Implement a Steady and Productive Routine
Because you’re at home, you actually face quite a few more distractions than you would at the office. At the office, you’re surrounding ostensibly by other workers in the midst of their tasks, so it’s easier to slip into that productive routine. At home, however, no one’s there to influence you. Chores probably call to you. Your bed might be particularly distracting. Maybe you have a movie you’d really liked to watch.
But if you follow a strict routine, it’s very easy to avoid those distractions. I wake up, let out the dog while my coffee brews, eat breakfast and check my feed reader on my iPad in the kitchen, and then after thirty minutes pass, I go to my office and close the door. Doing this each and every day has really kept me from wasting my time at home.
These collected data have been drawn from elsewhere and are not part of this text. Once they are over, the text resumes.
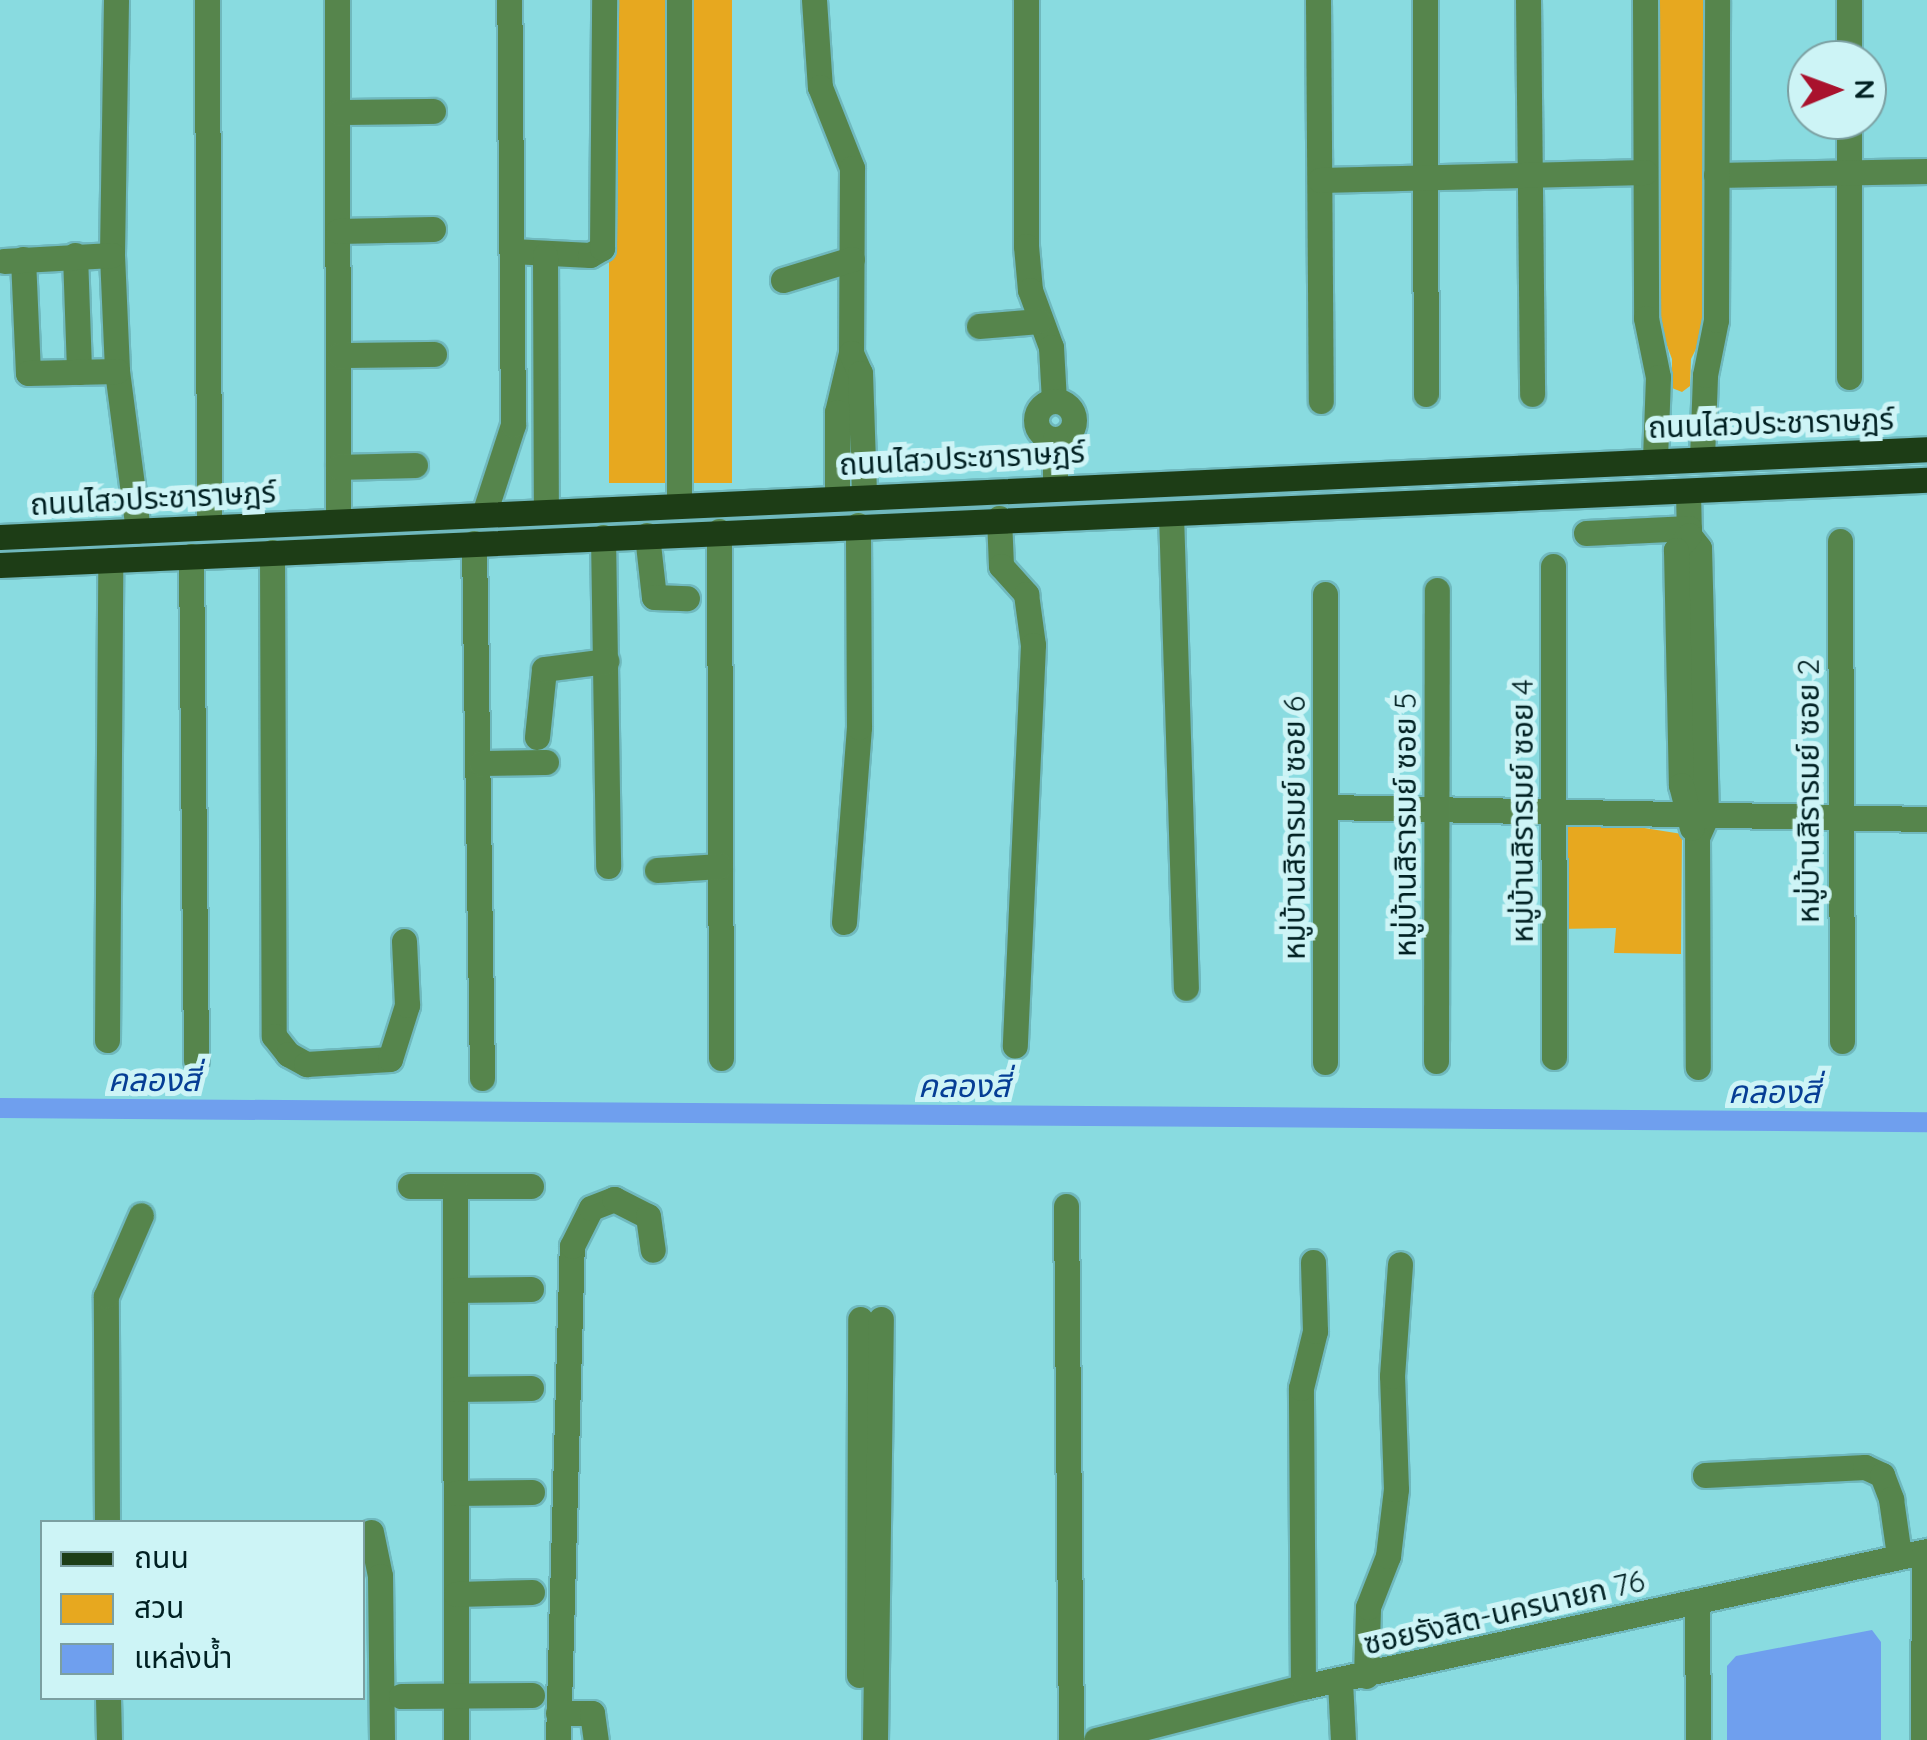 <!DOCTYPE html>
<html>
<head>
<meta charset="utf-8">
<style>
	body { margin:0 }
	#map { position:relative; width:1927px; height:1740px; overflow:hidden; background:#89dbe0; font-family:Quicksand,"Noto Sans Thai",sans-serif }
	div>[style] { position:absolute }
	[style*='--x'] { left:calc(var(--x)*1px); top:calc(var(--y)*1px); width:calc(var(--w)*1px); rotate:calc(var(--a)*1deg) }
	.green>* { inset:0; background:#e7a81f; transform-origin:0 0 }
	.water>* { inset:0; background:#6f9fee }
	.canal>* { height:20px; margin:-10px; padding:0 10px; transform-origin:10px; border-radius:10px; background:#6f9fee }
	.roads { filter:drop-shadow(2px 0 #70b9be) drop-shadow(-2px 0 #70b9be) drop-shadow(0 2px #70b9be) drop-shadow(0 -2px #70b9be) }
	.minor>* { height:25px; margin:-12.5px; padding:0 12.5px; transform-origin:12.5px; border-radius:12.5px; background:#56854c }
	.minor>.ring { margin:-12.5px; padding:0; box-sizing:content-box; background:none; border:25px solid #56854c; border-radius:50% }
	.major>* { height:25px; margin:-12.5px; padding:0 12.5px; transform-origin:12.5px; border-radius:12.5px; background:#1d3d16 }
	span { translate:-50% -50%; white-space:nowrap; text-align:center; line-height:1.15; -webkit-text-stroke:10px #cdf4f6; paint-order:stroke }
	.street-label { font-size:30px; color:#002022 }
	.water-label { font-size:32px; color:#063e95; font-style:italic }
	.legend { position:absolute; left:40px; top:1520px; width:325px; height:180px; box-sizing:border-box; background:#cdf4f6; border:2px solid #7b9fa1; margin:0; padding:12px 18px; list-style:none; font-size:30px; color:#002022 }
	.legend li { display:flex; align-items:center; gap:20px; height:50px }
	.legend b { width:50px; border:2px solid #7b9fa1 }
	.north { position:absolute; left:1787px; top:40px; width:100px; height:100px; box-sizing:border-box; background:#cdf4f6; border:2px solid #7b9fa1; border-radius:50%; rotate:89deg; font-size:28px; font-weight:700; line-height:40px; text-align:center; color:#002022 }
	.north::after { content:''; display:block; margin:auto; width:35px; height:45px; background:#a9122d; clip-path:polygon(50% 0,100% 100%,50% 72%,0 100%) }
</style>
</head>
<body>
<div id="map">
	<div class="green">
		<i style="left:609px;top:0;width:123px;height:483px"></i>
		<i style="clip-path:polygon(1660px 0,1705px 0,1703px 335px,1691px 359px,1690px 386px,1682px 392px,1672px 388px,1672px 359px,1660px 327px)"></i>
		<i style="clip-path:polygon(1613px 823px,1682px 834px,1681px 954px,1614px 953px,1616px 928px,1557px 929px,1555px 839px,1566px 827px)"></i>
	</div>
	<div class="water">
		<i style="clip-path:polygon(1872px 1630px,1881px 1642px,1881px 1740px,1727px 1740px,1727px 1666px,1736px 1656px)"></i>
	</div>
	<div class="canal">
		<i style="--x:0;--y:1108;--w:1927;--a:0.42"></i>
	</div>
	<div class="roads">
		<div class="minor">
			<i style="--x:116;--y:0;--w:255;--a:90.9"></i>
			<i style="--x:112;--y:255;--w:116;--a:87.5"></i>
			<i style="--x:117;--y:371;--w:161;--a:82.5"></i>
			<i style="--x:207;--y:0;--w:527;--a:89.78"></i>
			<i style="--x:337;--y:0;--w:521;--a:89.89"></i>
			<i style="--x:814;--y:0;--w:87;--a:86.1"></i>
			<i style="--x:820;--y:87;--w:87;--a:68.4"></i>
			<i style="--x:852;--y:168;--w:185;--a:90.3"></i>
			<i style="--x:851;--y:353;--w:61;--a:103.3"></i>
			<i style="--x:837;--y:412;--w:85;--a:90"></i>
			<i style="--x:1026;--y:0;--w:246;--a:90"></i>
			<i style="--x:1026;--y:246;--w:44;--a:84.8"></i>
			<i style="--x:1030;--y:290;--w:61;--a:69.8"></i>
			<i style="--x:1051;--y:347;--w:54;--a:86.8"></i>
			<i style="--x:1318;--y:0;--w:401;--a:89.6"></i>
			<i style="--x:1425;--y:0;--w:394;--a:89.9"></i>
			<i style="--x:1528;--y:0;--w:394;--a:89.4"></i>
			<i style="--x:1645;--y:0;--w:318;--a:89.8"></i>
			<i style="--x:1646;--y:318;--w:60;--a:78.5"></i>
			<i style="--x:1658;--y:377;--w:83;--a:92.1"></i>
			<i style="--x:1849;--y:60;--w:60;--a:-90"></i>
			<i style="--x:338;--y:112;--w:95;--a:-0.6"></i>
			<i style="--x:1849;--y:120;--w:257;--a:90"></i>
			<i style="--x:1716;--y:175;--w:211;--a:-1.1"></i>
			<i style="--x:1320;--y:180;--w:325;--a:-1.4"></i>
			<i style="--x:338;--y:231;--w:95;--a:-1.2"></i>
			<i style="--x:512;--y:251;--w:78;--a:2.9"></i>
			<i style="--x:590;--y:255;--w:14;--a:-30"></i>
			<i style="--x:602;--y:248;--w:248;--a:-89.5"></i>
			<i style="--x:75;--y:255;--w:117;--a:88"></i>
			<i style="--x:545;--y:255;--w:256;--a:89.8"></i>
			<i style="--x:23;--y:259;--w:114;--a:87.5"></i>
			<i style="--x:28;--y:373;--w:89;--a:-1.3"></i>
			<i style="--x:4;--y:261;--w:108;--a:-3.2"></i>
			<i style="--x:783;--y:280;--w:72;--a:-16.9"></i>
			<i style="--x:979;--y:326;--w:60;--a:-4.8"></i>
			<i style="--x:851;--y:353;--w:22;--a:66"></i>
			<i style="--x:860;--y:373;--w:123;--a:88.1"></i>
			<i style="--x:339;--y:355;--w:95;--a:-0.6"></i>
			<i class="ring" style="left:1036px;top:401px;width:13px;height:13px"></i>
			<i style="--x:1055;--y:439;--w:47;--a:90"></i>
			<i style="--x:1702;--y:458;--w:83;--a:-87.9"></i>
			<i style="--x:1705;--y:375;--w:56;--a:-78.7"></i>
			<i style="--x:1716;--y:320;--w:320;--a:-89.8"></i>
			<i style="--x:338;--y:467;--w:77;--a:-1.5"></i>
			<i style="--x:1688;--y:492;--w:43;--a:88.7"></i>
			<i style="--x:1689;--y:535;--w:16;--a:52"></i>
			<i style="--x:1699;--y:548;--w:269;--a:88.5"></i>
			<i style="--x:1706;--y:817;--w:22;--a:114"></i>
			<i style="--x:1697;--y:837;--w:230;--a:89.8"></i>
			<i style="--x:679;--y:505;--w:505;--a:-90"></i>
			<i style="--x:484;--y:514;--w:94;--a:-72"></i>
			<i style="--x:513;--y:425;--w:425;--a:-90.5"></i>
			<i style="--x:1171;--y:514;--w:474;--a:88.2"></i>
			<i style="--x:999;--y:518;--w:48;--a:87.6"></i>
			<i style="--x:1001;--y:566;--w:38;--a:48"></i>
			<i style="--x:1026;--y:594;--w:51;--a:82.2"></i>
			<i style="--x:1033;--y:645;--w:401;--a:92.6"></i>
			<i style="--x:719;--y:531;--w:527;--a:89.78"></i>
			<i style="--x:1586;--y:533;--w:103;--a:-2.8"></i>
			<i style="--x:647;--y:535;--w:62;--a:83.6"></i>
			<i style="--x:654;--y:597;--w:33;--a:2"></i>
			<i style="--x:1689;--y:535;--w:20;--a:131"></i>
			<i style="--x:1676;--y:550;--w:235;--a:88.8"></i>
			<i style="--x:1681;--y:785;--w:44;--a:75.7"></i>
			<i style="--x:603;--y:537;--w:329;--a:89.1"></i>
			<i style="--x:1840;--y:541;--w:500;--a:89.77"></i>
			<i style="--x:474;--y:543;--w:535;--a:89.14"></i>
			<i style="--x:272;--y:552;--w:484;--a:89.8"></i>
			<i style="--x:274;--y:1036;--w:23;--a:52"></i>
			<i style="--x:288;--y:1054;--w:21;--a:29"></i>
			<i style="--x:306;--y:1064;--w:84;--a:-3.4"></i>
			<i style="--x:390;--y:1059;--w:57;--a:-72.5"></i>
			<i style="--x:407;--y:1005;--w:64;--a:-92.7"></i>
			<i style="--x:191;--y:556;--w:504;--a:89.43"></i>
			<i style="--x:1553;--y:566;--w:491;--a:89.9"></i>
			<i style="--x:537;--y:737;--w:68;--a:-84.1"></i>
			<i style="--x:544;--y:669;--w:63;--a:-7.4"></i>
			<i style="--x:481;--y:763;--w:65;--a:-0.9"></i>
			<i style="--x:1328;--y:807;--w:599;--a:1.15"></i>
			<i style="--x:657;--y:870;--w:63;--a:-3.6"></i>
			<i style="--x:844;--y:922;--w:196;--a:-85.6"></i>
			<i style="--x:859;--y:727;--w:202;--a:-90.3"></i>
			<i style="--x:107;--y:1040;--w:480;--a:-89.6"></i>
			<i style="--x:1436;--y:1061;--w:471;--a:-89.9"></i>
			<i style="--x:1325;--y:1062;--w:468;--a:-90"></i>
			<i style="--x:410;--y:1186;--w:121;--a:0"></i>
			<i style="--x:455;--y:1187;--w:553;--a:89.9"></i>
			<i style="--x:1066;--y:1206;--w:534;--a:89.46"></i>
			<i style="--x:455;--y:1290;--w:76;--a:-0.8"></i>
			<i style="--x:455;--y:1389;--w:76;--a:-0.8"></i>
			<i style="--x:1705;--y:1475;--w:160;--a:-2.9"></i>
			<i style="--x:1865;--y:1467;--w:19;--a:25"></i>
			<i style="--x:1882;--y:1475;--w:26;--a:69"></i>
			<i style="--x:1891;--y:1499;--w:57;--a:81.9"></i>
			<i style="--x:456;--y:1493;--w:76;--a:-0.8"></i>
			<i style="--x:107;--y:1522;--w:226;--a:-90.3"></i>
			<i style="--x:106;--y:1296;--w:88;--a:-66.6"></i>
			<i style="--x:371;--y:1532;--w:45;--a:78.4"></i>
			<i style="--x:380;--y:1576;--w:164;--a:89.3"></i>
			<i style="--x:456;--y:1594;--w:76;--a:-1.5"></i>
			<i style="--x:1697;--y:1601;--w:139;--a:89.6"></i>
			<i style="--x:859;--y:1675;--w:356;--a:-89.8"></i>
			<i style="--x:1366;--y:1676;--w:69;--a:-88.3"></i>
			<i style="--x:1368;--y:1607;--w:55;--a:-68.6"></i>
			<i style="--x:1388;--y:1556;--w:67;--a:-83.2"></i>
			<i style="--x:1396;--y:1489;--w:113;--a:-92"></i>
			<i style="--x:1392;--y:1376;--w:112;--a:-85.9"></i>
			<i style="--x:1340;--y:1681;--w:59;--a:87.1"></i>
			<i style="--x:1303;--y:1687;--w:299;--a:-90.4"></i>
			<i style="--x:1301;--y:1388;--w:59;--a:-76.2"></i>
			<i style="--x:1315;--y:1331;--w:69;--a:-91.7"></i>
			<i style="--x:401;--y:1696;--w:131;--a:-0.4"></i>
			<i style="--x:108;--y:1698;--w:42;--a:88.6"></i>
			<i style="--x:558;--y:1713;--w:34;--a:0"></i>
			<i style="--x:592;--y:1713;--w:27;--a:82"></i>
			<i style="--x:558;--y:1740;--w:494;--a:-88.4"></i>
			<i style="--x:572;--y:1246;--w:42;--a:-63.4"></i>
			<i style="--x:591;--y:1208;--w:25;--a:-21"></i>
			<i style="--x:614;--y:1199;--w:38;--a:27"></i>
			<i style="--x:648;--y:1216;--w:34;--a:82"></i>
			<i style="--x:875;--y:1740;--w:421;--a:-89.2"></i>
			<i style="--x:1096;--y:1740;--w:214;--a:-14.4"></i>
			<i style="--x:1303;--y:1687;--w:639;--a:-12.3"></i>
			<i style="--x:1923;--y:1740;--w:188;--a:-89.7"></i>
		</div>
		<div class="major">
			<i style="--x:0;--y:537;--w:1929;--a:-2.61"></i>
			<i style="--x:0;--y:565;--w:1929;--a:-2.53"></i>
		</div>
	</div>
	<div class="street-label">
		<span style="left:1771px;top:423px;rotate:-2deg">ถนนไสวประชาราษฎร์</span>
		<span style="left:962px;top:458px;rotate:-3deg">ถนนไสวประชาราษฎร์</span>
		<span style="left:153px;top:498px;rotate:-3deg">ถนนไสวประชาราษฎร์</span>
		<span style="left:1808px;top:791px;rotate:-90deg">หมู่บ้านสิรารมย์ ซอย 2</span>
		<span style="left:1522px;top:811px;rotate:-90deg">หมู่บ้านสิรารมย์ ซอย 4</span>
		<span style="left:1405px;top:825px;rotate:-90deg">หมู่บ้านสิรารมย์ ซอย 5</span>
		<span style="left:1294px;top:828px;rotate:-90deg">หมู่บ้านสิรารมย์ ซอย 6</span>
		<span style="left:1504px;top:1612px;rotate:-13deg">ซอยรังสิต-นครนายก 76</span>
	</div>
	<div class="water-label">
		<span style="left:154px;top:1079px">คลองสี่</span>
		<span style="left:964px;top:1085px">คลองสี่</span>
		<span style="left:1774px;top:1091px">คลองสี่</span>
	</div>
	<ul class="legend">
	<li><b style="height:12px;background:#1d3d16"></b>ถนน</li>
	<li><b style="height:28px;background:#e7a81f"></b>สวน</li>
	<li><b style="height:28px;background:#6f9fee"></b>แหล่งน้ำ</li>
	</ul>
	<div class="north">N</div>
</div>
</body>
</html>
Organize Your Work Area to Improve Your Workflow
As someone who loves cooking, I know the importance of having a great work triangle in the kitchen: I can reach my stove, my sink, and my fridge very easily. Likewise, I replicated that triangle in my home office. I have my desk and laptop at one point. To my left I have my bookshelf with important reference materials, such as books on grammar and various writing styles. And to my right, on a shelf beneath the desk is my printer and fax machine. I rarely have to interrupt my work in order to access these stations.
Keep in Touch
At all times, I stay connected to the office and my supervisors via Google Talk, and Jonathan Wilson’s setup is even more impressive. The point is that remote workers have a responsibility to not let their remote location interfere with the productivity of their team and the company. Therefore, they must work harder than ever to remain in touch. It can’t hurt to check in with your supervisor twice a day or more and to always be accessible, via phone, text or video chat, or email. Staying in touch with your coworkers and supervisor keeps you accountable and also reassures everyone that you’re committed to the work.
Finally, when you work from home, you should be sure to stay comfortable, both mentally and physically. Just as proper ergonomics are important to follow in a cubicle in an office, so too should you remain comfortable at your home office desk. Because you’re at home, you can get away with dressing a little more casually; however, be sure to keep it realistic, as you want to be prepared to come into the office at a moment’s notice. You might even be able to convince your company to purchase office accessories for your home office. In any case, having a proper chair and desk will make you enjoy working from home, which could significantly improve your productivity in the long run.